Но и это снисходительно-покровительственное отношение продолжалось весьма недолго. Мещерский ожидал «авансов» с моей стороны, но их не последовало, и очень быстро началось яркое охлаждение, а потом, также скоро, и нескрываемая критика.
Я продолжал оставаться вне всякого общения с Мещерским и делал это совершенно сознательно. Еще в давние, молодые мои годы, мне пришлось встретиться с ним в доме Графа Делянова и быть свидетелем оклеветания им одного из лучших государственных людей России – Статс-Секретаря Грота, которому я был многим обязан всею моею карьерою в начале моей службы, и я решился заступиться за него совершенно открыто. Это вызвало нескрываемый гнев Мещерского на меня, и, когда потом многие советовали мне не пренебрегать знакомством с ним, я отказался наотрез, понимая, что всякая попытка в этом направлении была бы только опасна. Или мне предстояло окунуться в атмосферу Гродненского переулка и обратиться в более или менее послушное орудие Князя Мещерского, если бы я хотел обеспечить себе его поддержку, ставя на карту мою нравственную репутацию, или же, ограждая ее и сохраняя свободные руки, поставить себя в полную независимость от нее и оградить себя от всякого упрека в принадлежности к его окружению.

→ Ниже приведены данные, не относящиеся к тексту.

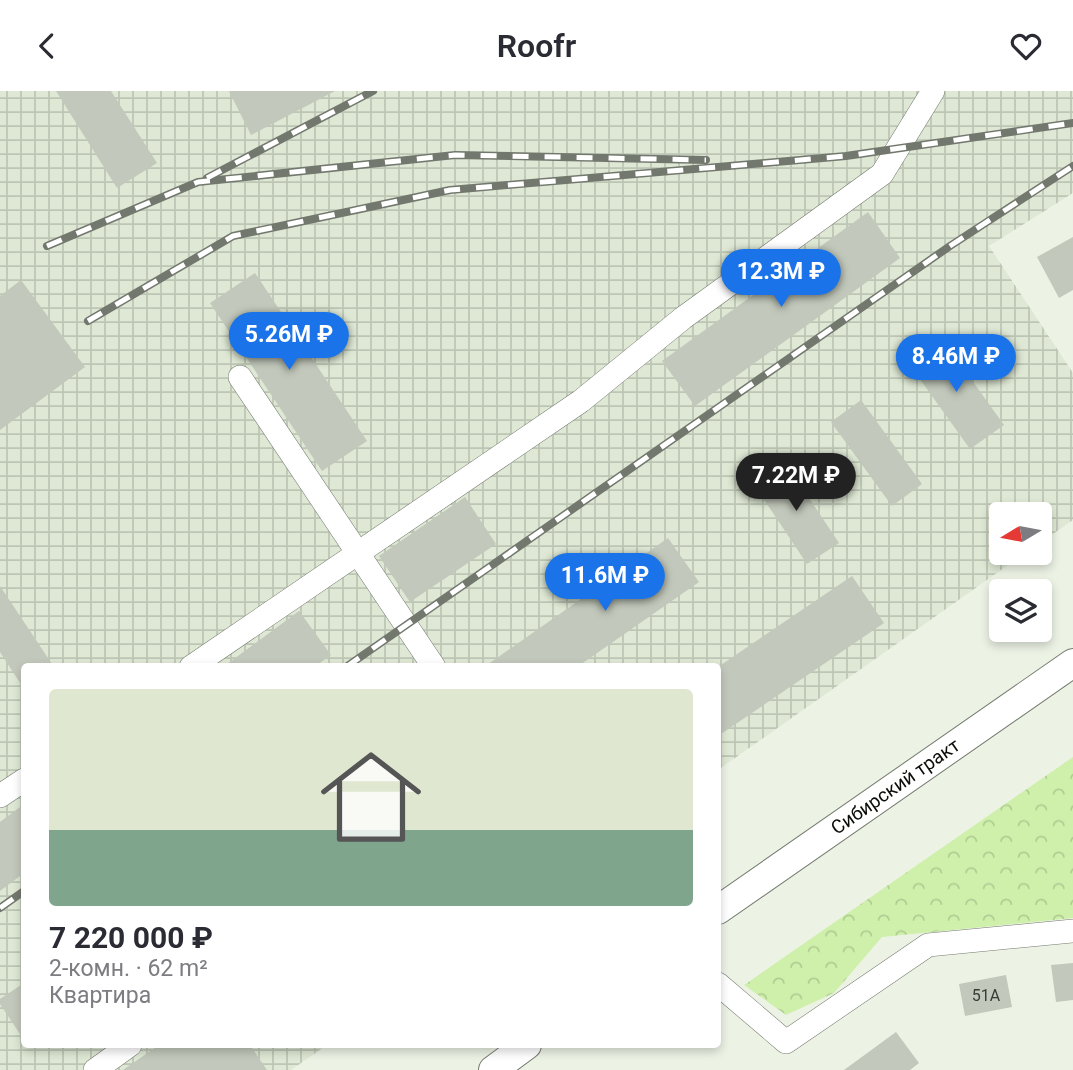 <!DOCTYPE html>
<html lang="ru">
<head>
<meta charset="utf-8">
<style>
	:root { --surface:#fff; --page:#f2f2f3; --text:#2b2b33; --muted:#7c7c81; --accent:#1a73e8 }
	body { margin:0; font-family:Roboto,sans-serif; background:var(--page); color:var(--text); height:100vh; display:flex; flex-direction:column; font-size:26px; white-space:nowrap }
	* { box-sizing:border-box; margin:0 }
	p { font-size:23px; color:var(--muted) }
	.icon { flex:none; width:38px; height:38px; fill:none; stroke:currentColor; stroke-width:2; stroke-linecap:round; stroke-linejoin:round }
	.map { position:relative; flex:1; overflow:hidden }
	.details { position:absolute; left:21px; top:572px; width:700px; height:385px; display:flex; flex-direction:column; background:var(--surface); border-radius:7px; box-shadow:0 4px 10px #0003 }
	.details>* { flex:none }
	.needle { width:46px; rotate:260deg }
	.buttons { position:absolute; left:989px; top:411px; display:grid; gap:14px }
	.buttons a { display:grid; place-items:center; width:63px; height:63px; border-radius:7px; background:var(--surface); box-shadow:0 4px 10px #0003; font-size:35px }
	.price { position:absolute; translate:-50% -60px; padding:0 16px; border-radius:24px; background:var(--accent); color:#fff; font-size:23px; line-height:46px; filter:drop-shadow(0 2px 4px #0008) }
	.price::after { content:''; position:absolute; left:50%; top:42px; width:21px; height:16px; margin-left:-10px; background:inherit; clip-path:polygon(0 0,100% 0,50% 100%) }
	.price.on { background:#222; color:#fff }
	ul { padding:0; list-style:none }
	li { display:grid; align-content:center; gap:14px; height:371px; padding:0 28px }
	li span { display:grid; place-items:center; height:217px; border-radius:7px; color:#555 }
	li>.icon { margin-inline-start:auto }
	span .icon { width:126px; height:126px; fill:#fffc; stroke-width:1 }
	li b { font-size:30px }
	header { display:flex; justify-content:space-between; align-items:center; height:91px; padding:0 28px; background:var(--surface); font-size:32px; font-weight:600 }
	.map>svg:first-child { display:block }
	.industrial { fill:url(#industrial-grid) }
	.forest { fill:url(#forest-crowns) }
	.building { fill:#c2c8bb }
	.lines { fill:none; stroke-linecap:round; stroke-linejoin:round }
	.minor-casing { stroke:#737a6d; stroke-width:24 }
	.major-casing { stroke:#737a6d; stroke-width:30 }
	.minor { stroke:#fff; stroke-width:23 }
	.major { stroke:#fff; stroke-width:28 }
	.rail-casing { stroke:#73786f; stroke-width:8 }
	.rail { stroke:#fff; stroke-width:5; stroke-dasharray:16; stroke-linecap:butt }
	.labels { text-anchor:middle; stroke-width:7; stroke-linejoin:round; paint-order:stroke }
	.number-label { font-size:16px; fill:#393c36 }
	.street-label { font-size:19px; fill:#0b0e09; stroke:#fff }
</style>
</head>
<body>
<header><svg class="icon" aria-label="back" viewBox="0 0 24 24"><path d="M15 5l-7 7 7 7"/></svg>Roofr<svg class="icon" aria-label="heart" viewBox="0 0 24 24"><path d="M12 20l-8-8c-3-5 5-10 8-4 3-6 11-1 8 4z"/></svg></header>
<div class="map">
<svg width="1073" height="979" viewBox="0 0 1073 979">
	<defs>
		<pattern id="industrial-grid" width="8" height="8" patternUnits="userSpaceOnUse" patternTransform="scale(1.75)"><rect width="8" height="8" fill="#dee8d4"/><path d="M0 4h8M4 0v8" fill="none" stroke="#bdc6b5"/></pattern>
		<pattern id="forest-crowns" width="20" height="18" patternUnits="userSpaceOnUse" patternTransform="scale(1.75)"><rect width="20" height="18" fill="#cff0ab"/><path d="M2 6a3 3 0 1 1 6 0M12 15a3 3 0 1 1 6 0" fill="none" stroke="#b0cd92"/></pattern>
	</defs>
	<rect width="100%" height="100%" fill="#ecf3e5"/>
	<path class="industrial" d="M 0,0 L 1073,0 L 1073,102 L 989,155 L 1073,282 L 1073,429 L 1040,452 L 1040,424 L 1001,424 L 1001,462 L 1025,462 L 718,679 L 718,576 L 24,576 L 24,954 L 327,954 L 291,979 L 0,979 Z"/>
	<path class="forest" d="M 1073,666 L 1073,827 L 882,846 L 834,902 L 786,924 L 744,894 Z"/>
	<g class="building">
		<path d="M 56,0 L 111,0 L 157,72 L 117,97 Z"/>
		<path d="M 229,0 L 335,0 L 251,44 Z"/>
		<path d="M 868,121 L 900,167 L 695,315 L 662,270 Z"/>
		<path d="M 1073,146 L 1073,199 L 1059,207 L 1037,166 Z"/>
		<path d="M 255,182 L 367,350 L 322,380 L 210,212 Z"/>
		<path d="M 21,189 L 85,276 L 0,339 L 0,205 Z"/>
		<path d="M 943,249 L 1004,334 L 970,358 L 909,273 Z"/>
		<path d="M 861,309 L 922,393 L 892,415 L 831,331 Z"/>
		<path d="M 785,371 L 839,452 L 807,473 L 753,392 Z"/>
		<path d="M 465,406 L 496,453 L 410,511 L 379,465 Z"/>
		<path d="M 668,447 L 699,491 L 577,576 L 484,576 Z"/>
		<path d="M 852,485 L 884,532 L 718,645 L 718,576 Z"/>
		<path d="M 0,495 L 54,576 L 24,576 L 24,598 L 0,561 Z"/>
		<path d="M 299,520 L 331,564 L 314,576 L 223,576 Z"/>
		<path d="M 24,713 L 24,782 L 0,800 L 0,731 Z"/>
		<path d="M 1073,872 L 1073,909 L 1056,911 L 1051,874 Z"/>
		<path d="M 1006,884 L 1012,916 L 965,925 L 959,893 Z"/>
		<path d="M 24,892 L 24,949 L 0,913 L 0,908 Z"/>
		<path d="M 896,941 L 919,972 L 910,979 L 844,979 Z"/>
		<path d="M 159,954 L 250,954 L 267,979 L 123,979 Z"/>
	</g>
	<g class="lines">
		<g class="minor-casing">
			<g id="minor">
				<path d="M 240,286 L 434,576"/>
				<path d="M 191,576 L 581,310 L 683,227 L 882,83 L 933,0"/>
				<path d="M 0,705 L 24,689"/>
				<path d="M 718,893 L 786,951 L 928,854 L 1073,840"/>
				<path d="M 95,979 L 130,954"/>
			</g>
		</g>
		<g class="major-casing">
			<g id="major">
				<path d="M 718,819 L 1073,572"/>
				<path d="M 493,979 L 527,954"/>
			</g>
		</g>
		<use href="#minor" class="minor"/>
		<use href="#major" class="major"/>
		<g class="rail-casing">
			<g id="rail">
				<path d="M 207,87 L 373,0"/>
				<path d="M 47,155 L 198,91 L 455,64 L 706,69"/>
				<path d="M 88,230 L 233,145 L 450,99 L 846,65 L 1073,32"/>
				<path d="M 346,576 L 950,155 L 1073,75"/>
				<path d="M 0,817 L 24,800"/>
			</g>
		</g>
		<use href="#rail" class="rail"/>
	</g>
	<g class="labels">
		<g class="number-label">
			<text x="986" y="910">51А</text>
		</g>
		<g class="street-label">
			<text transform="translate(895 695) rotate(-35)" y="7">Сибирский тракт</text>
		</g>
	</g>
</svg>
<div class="buttons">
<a><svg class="needle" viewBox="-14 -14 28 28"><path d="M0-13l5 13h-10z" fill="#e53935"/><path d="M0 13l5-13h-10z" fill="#7c7c81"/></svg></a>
<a><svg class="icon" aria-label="layers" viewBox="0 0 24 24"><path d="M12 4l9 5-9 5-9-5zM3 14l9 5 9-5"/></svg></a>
</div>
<b class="price" style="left:781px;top:218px">12.3M ₽</b>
<b class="price" style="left:289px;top:281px">5.26M ₽</b>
<b class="price" style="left:956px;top:303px">8.46M ₽</b>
<b class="price on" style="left:796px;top:422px">7.22M ₽</b>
<b class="price" style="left:605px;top:522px">11.6M ₽</b>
<section class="details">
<ul>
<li><span style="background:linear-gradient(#dfe7d0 65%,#7fa58c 0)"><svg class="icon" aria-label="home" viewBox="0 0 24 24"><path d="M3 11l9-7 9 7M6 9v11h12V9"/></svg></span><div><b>7 220 000 ₽</b><p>2-комн. · 62 m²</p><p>Квартира</p></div></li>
</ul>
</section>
</div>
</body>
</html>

Я выбрал последний путь и должен был, в конце концов, проиграть.
Первых шесть месяцев моих отношений к Мещерскому прошли довольно гладко, а затем, к весне, все изменилось, как будто по мановению волшебного жезла.

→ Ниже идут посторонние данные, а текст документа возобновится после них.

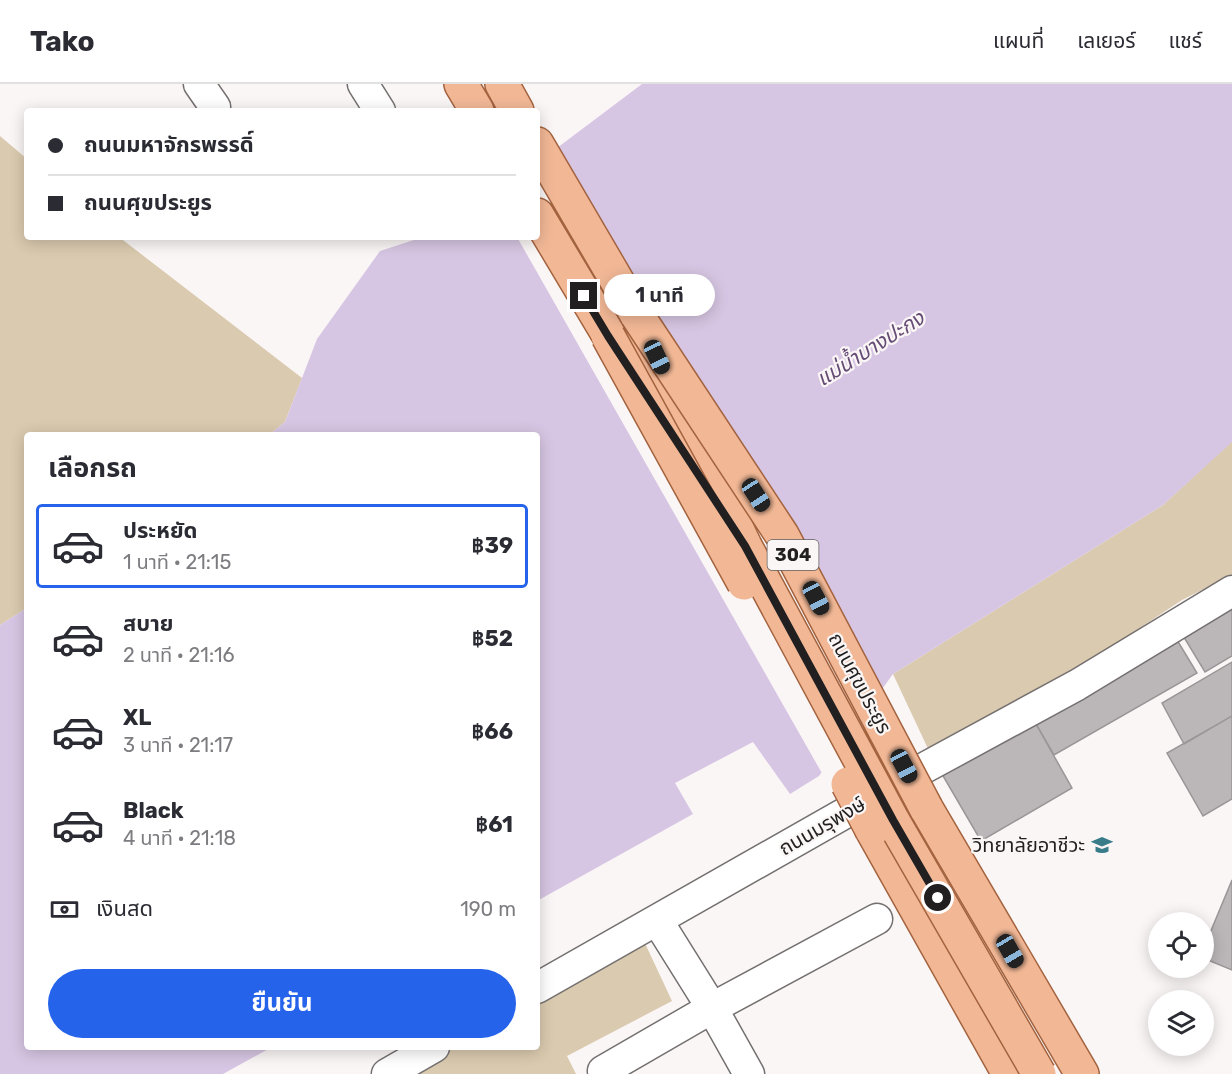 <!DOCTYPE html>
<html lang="th">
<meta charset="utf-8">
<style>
:root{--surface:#fff;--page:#f2f2f3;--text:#2b2b33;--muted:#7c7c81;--line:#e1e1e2;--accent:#2563eb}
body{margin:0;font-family:Rubik,"Noto Sans Thai",sans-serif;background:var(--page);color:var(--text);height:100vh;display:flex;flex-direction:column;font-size:22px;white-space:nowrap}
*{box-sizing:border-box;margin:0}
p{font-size:20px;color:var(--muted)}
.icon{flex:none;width:33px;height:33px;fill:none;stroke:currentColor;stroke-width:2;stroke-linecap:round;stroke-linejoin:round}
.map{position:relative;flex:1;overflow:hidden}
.details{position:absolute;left:24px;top:348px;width:516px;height:618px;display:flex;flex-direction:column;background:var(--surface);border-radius:6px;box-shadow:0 3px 15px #0003}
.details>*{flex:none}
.top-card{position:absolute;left:24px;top:24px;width:516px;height:132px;border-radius:6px;box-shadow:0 3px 15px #0003;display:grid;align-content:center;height:132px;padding:0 24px;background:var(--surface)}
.controls{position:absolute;left:1148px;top:828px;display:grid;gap:12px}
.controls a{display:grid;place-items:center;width:66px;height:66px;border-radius:50%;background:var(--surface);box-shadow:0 3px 15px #0003;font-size:30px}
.end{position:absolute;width:27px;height:27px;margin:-14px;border:8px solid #211f1f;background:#fff;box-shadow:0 0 0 3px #fff}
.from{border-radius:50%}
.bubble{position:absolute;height:42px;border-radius:21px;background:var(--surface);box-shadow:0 3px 15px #0003;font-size:20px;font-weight:700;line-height:42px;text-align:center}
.car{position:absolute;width:18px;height:36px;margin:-18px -9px;border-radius:8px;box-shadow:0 0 4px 2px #0007;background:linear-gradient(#222 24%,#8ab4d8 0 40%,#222 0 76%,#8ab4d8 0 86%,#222 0)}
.top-card b{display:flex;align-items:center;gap:21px;height:57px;font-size:22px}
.top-card b+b{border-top:2px solid var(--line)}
.top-card i{width:15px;height:15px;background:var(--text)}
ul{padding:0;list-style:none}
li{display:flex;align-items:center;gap:18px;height:84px;margin:0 12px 9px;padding:0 12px;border:3px solid transparent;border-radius:6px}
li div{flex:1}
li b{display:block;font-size:22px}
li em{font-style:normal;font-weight:700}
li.on{border-color:var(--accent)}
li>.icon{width:54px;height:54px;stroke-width:1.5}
h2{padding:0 24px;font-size:27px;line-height:72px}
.pay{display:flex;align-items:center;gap:15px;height:66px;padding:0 24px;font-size:22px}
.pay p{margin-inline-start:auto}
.action{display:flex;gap:12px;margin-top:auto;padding:12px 24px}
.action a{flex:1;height:69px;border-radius:36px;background:var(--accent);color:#fff;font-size:24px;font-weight:700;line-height:69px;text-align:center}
header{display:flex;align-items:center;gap:36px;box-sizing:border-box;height:84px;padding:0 30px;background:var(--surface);border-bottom:2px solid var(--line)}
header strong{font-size:28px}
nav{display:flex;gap:33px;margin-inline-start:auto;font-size:21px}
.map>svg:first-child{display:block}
.green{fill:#dacaaf}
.water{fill:#d7c6e3}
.pier{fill:#fbf6f6}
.building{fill:#bbb6b8;stroke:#9a9597;stroke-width:1.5}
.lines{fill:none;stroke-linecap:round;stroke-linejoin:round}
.minor-casing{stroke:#757070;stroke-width:33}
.major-casing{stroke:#a3633f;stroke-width:36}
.minor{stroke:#fff;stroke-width:30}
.major{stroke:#f2b896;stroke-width:33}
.major-bridge-casing{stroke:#a3633f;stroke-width:36;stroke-linecap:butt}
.major-bridge{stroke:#f2b896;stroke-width:33}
.route{stroke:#211f1f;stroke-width:8}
.labels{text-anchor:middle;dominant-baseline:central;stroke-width:4.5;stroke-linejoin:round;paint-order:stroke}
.shield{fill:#fbf6f6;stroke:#626060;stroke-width:1.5}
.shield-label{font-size:18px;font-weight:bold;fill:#211f1f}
.street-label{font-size:20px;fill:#211f1f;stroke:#fbf6f6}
.poi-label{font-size:20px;fill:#211f1f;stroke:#fbf6f6;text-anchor:end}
.water-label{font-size:21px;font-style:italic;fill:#654c76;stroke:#fbf6f6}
</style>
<header>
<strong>Tako</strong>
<nav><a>แผนที่</a><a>เลเยอร์</a><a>แชร์</a></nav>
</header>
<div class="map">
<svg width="1232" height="990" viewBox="0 0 1232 990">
<rect width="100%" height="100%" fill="#fbf6f6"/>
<!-- green -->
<path class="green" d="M0 52 27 75V153H119L302 294 285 338 269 351H27V524L0 541Z
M1232 357V491L1182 516 1090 577 930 669 893 590 1163 421Z
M643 855 672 917 567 972 576 990H403L451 963H537V914Z"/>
<!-- water -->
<path class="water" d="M642 0H1232V358L1163 421 893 590 819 692 790 710 753 658 675 699 693 730 537 817V351H269L285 338 317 255 380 167 423 153H537V79Z
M27 524V963H272L223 990H0V541Z"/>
<!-- pier -->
<path class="pier" d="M556 60 878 616 823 691 517 153H537V75Z"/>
<!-- building -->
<path class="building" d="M1232 520V572L1205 588 1182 550Z
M1174 551 1197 589 1054 671 1032 633Z
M1232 578V632L1184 660 1162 619Z
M1232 632V715L1203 732 1167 669Z
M1032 633 1072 704 981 757 939 685Z
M1232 796V886L1203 874V866Z"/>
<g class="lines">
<!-- minor casing -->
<g class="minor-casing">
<path id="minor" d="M199 0 215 23 214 27
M363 0 380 27
M657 836 712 924 749 990
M537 904 926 683 1077 601 1232 507
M387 990 434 963
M605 990 603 987 712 924 877 835"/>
</g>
<!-- major casing -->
<g class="major-casing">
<path id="major" d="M461 0 477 27
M502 0 517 27
M537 60 637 231 745 462
M537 131 623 275
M926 724 1082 990
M872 746 1009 990"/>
</g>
<!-- minor -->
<use href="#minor" class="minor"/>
<!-- major -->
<use href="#major" class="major"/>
<!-- major-bridge casing -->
<g class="major-bridge-casing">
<path id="major-bridge" d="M637 231 782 451 926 724
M608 252 744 499
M745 462 893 737 1039 990
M848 700 872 746"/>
</g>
<!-- major-bridge -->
<use href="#major-bridge" class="major-bridge"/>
</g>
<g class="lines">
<!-- route -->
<path class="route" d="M584 212 608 252 745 462 893 736 938 814"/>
</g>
<!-- icons -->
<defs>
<g id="university-bare" transform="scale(1.62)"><path d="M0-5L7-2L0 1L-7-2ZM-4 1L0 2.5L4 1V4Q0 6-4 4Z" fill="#387c8a" stroke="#fbf6f6" stroke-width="2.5" paint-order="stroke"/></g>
</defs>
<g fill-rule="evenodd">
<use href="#university-bare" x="1102" y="761"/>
</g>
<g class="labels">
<!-- shield labels -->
<rect class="shield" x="767.5" y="456" width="51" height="30" rx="4.5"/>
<g class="shield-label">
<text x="793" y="471">304</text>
</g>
<!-- street labels -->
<g class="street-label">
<text transform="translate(860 599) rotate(62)">ถนนศุขประยูร</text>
<text transform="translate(822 742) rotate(-30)">ถนนมรุพงษ์</text>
</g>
<!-- poi labels -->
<g class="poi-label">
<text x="1085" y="761">วิทยาลัยอาชีวะ</text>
</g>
<!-- water labels -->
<g class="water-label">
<text transform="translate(870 264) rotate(-32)">แม่น้ำบางปะกง</text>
</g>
</g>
</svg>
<div class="controls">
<a><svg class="icon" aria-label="locate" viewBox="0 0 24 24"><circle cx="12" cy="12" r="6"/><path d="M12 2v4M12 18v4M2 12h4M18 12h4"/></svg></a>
<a><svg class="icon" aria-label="layers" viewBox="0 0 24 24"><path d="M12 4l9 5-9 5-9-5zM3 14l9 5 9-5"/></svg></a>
</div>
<i class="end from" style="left:938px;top:814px"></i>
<i class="end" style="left:584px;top:212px"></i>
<div class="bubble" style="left:604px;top:190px;width:111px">1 นาที</div>
<i class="car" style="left:657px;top:273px;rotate:155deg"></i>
<i class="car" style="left:756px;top:411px;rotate:147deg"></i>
<i class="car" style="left:816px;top:514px;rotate:152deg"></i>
<i class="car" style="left:904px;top:682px;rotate:152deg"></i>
<i class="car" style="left:1010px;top:867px;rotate:150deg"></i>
<div class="top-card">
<b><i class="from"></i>ถนนมหาจักรพรรดิ์</b>
<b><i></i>ถนนศุขประยูร</b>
</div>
<section class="details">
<h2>เลือกรถ</h2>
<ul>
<li class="on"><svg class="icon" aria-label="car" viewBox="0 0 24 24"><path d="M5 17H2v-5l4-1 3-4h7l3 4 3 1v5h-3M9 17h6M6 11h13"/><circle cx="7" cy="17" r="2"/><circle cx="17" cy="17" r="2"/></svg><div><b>ประหยัด</b><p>1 นาที · 21:15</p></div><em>฿39</em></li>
<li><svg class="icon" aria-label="car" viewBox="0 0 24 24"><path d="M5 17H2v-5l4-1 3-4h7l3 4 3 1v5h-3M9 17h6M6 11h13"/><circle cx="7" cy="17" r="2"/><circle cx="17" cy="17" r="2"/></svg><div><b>สบาย</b><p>2 นาที · 21:16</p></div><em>฿52</em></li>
<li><svg class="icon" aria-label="car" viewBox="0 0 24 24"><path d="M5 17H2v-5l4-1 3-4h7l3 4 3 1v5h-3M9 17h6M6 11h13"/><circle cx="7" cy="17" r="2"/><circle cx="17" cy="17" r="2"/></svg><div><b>XL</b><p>3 นาที · 21:17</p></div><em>฿66</em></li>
<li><svg class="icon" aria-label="car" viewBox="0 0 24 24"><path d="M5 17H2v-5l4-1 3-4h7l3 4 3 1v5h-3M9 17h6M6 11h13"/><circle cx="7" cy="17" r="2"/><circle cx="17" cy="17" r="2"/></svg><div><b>Black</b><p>4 นาที · 21:18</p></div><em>฿61</em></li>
</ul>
<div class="pay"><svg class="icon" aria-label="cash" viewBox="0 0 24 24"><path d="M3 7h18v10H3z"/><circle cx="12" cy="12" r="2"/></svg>เงินสด<p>190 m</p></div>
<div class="action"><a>ยืนยัน</a></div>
</section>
</div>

Что же случилось за этот короткий промежуток времени? Не упоминая вовсе об одном мелком вопросе – о назначении пенсии одному чиновнику, в судьбе которого Мещерский принимал участие и в котором Министерства Внутренних Дел и Финансов не были достаточно предупредительны к его желаниям, я упоминаю лишь о другом более характерном инциденте, который я первоначально вовсе не поставил в какую-либо связь с выпадами Мещерского против меня, но который имел, несомненно, большое влияние на наши отношения.